A survey of more than 4,000 C-suite and senior IT leaders, published by Veeam to mark World Backup Day, has found that 76% of organisations believe they could not survive more than three days of complete data downtime. The finding places data outages ahead of economic recession as the risk that most concerns executives.
The numbers paint a picture of widespread anxiety paired with limited confidence in recovery capabilities. Nearly half of respondents (47%) expect a significant data breach or cyberattack in the coming year, yet only 32% believe their organisation could fully recover critical data and business operations after such an event. Ransomware and cyberattacks remain the most-cited threat at 67%, with AI-related risks — data leaks, algorithmic bias, uncontrolled automation — registering at 29%.

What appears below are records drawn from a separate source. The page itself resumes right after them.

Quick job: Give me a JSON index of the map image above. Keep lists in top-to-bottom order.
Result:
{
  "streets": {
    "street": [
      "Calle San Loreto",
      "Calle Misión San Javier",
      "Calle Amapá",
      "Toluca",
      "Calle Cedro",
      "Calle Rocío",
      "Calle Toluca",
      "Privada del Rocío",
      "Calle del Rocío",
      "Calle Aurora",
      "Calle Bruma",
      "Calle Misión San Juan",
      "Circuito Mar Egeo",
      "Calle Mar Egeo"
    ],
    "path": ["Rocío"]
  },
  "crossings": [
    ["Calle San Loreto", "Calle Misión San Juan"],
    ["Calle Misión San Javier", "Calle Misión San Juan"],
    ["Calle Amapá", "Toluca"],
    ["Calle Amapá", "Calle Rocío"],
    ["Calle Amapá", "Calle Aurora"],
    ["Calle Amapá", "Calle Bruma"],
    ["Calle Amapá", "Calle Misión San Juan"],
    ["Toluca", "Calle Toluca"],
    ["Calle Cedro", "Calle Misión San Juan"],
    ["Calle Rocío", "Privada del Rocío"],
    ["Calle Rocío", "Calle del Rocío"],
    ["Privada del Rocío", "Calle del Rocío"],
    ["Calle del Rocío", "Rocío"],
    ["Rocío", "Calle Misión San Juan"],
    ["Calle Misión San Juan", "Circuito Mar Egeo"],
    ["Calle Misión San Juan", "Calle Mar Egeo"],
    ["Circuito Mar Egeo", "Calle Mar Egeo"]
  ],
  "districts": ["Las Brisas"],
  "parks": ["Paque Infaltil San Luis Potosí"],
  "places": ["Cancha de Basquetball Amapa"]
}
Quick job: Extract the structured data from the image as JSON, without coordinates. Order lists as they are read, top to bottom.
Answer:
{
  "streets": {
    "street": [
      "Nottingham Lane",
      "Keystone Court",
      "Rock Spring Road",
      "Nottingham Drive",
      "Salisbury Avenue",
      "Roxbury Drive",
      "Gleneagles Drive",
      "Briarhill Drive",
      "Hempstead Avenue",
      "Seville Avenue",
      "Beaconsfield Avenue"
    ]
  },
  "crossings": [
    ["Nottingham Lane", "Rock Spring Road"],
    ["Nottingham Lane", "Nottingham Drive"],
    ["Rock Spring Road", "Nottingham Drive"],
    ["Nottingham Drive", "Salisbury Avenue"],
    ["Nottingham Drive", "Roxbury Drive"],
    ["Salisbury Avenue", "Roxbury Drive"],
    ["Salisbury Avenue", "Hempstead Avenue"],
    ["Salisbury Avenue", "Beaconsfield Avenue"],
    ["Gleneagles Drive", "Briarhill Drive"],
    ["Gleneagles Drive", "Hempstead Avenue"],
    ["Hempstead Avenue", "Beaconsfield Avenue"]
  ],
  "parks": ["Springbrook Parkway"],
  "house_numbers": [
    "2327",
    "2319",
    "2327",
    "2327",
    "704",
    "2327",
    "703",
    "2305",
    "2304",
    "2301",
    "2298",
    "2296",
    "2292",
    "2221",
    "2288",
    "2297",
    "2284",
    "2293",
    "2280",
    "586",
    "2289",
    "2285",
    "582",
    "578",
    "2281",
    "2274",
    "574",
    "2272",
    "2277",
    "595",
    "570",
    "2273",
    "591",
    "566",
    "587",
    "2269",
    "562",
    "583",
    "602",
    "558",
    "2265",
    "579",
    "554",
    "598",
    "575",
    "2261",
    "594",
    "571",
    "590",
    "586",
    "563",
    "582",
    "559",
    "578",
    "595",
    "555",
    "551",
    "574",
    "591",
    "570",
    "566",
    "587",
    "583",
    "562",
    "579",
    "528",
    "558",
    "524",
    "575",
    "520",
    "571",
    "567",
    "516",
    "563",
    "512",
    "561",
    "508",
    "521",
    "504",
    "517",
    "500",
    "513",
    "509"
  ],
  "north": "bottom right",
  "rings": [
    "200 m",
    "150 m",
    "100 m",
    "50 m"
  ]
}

The gap between perceived threat and recovery confidence is arguably the survey's most striking finding. Organisations know they are vulnerable, but a combination of fragmented ownership, limited board engagement, and insufficient testing appears to be preventing meaningful progress. Just 31% of boards review resilience readiness on a quarterly basis, and responsibility for data resilience is typically spread across CIOs, CISOs, heads of risk, and COOs with no single point of accountability.
There is a human dimension too. Fifty-seven per cent of leaders reported that employees have resigned, threatened to resign, or experienced burnout following major cyber incidents — a figure that rarely surfaces in vendor surveys but speaks to the operational reality of living through a serious breach.
Backups are the last line of truth in a world where AI can fabricate, ransomware can encrypt, and a single misconfiguration can cascade across an entire infrastructure in minutes.
On the causes of data loss, external cyberattack leads at 26%, followed by human error at 23% and system or hardware failure at 16%. Eighty-three per cent of organisations experienced data outages that were not immediately resolved over the past five years.
The survey was conducted by Censuswide between November 2025 across organisations with at least 250 employees in the UK, US, Germany, France, Australia, and New Zealand. As with all vendor-commissioned research, the framing naturally supports the commissioning company's market position, but the sample size and geographic spread give the headline figures reasonable weight.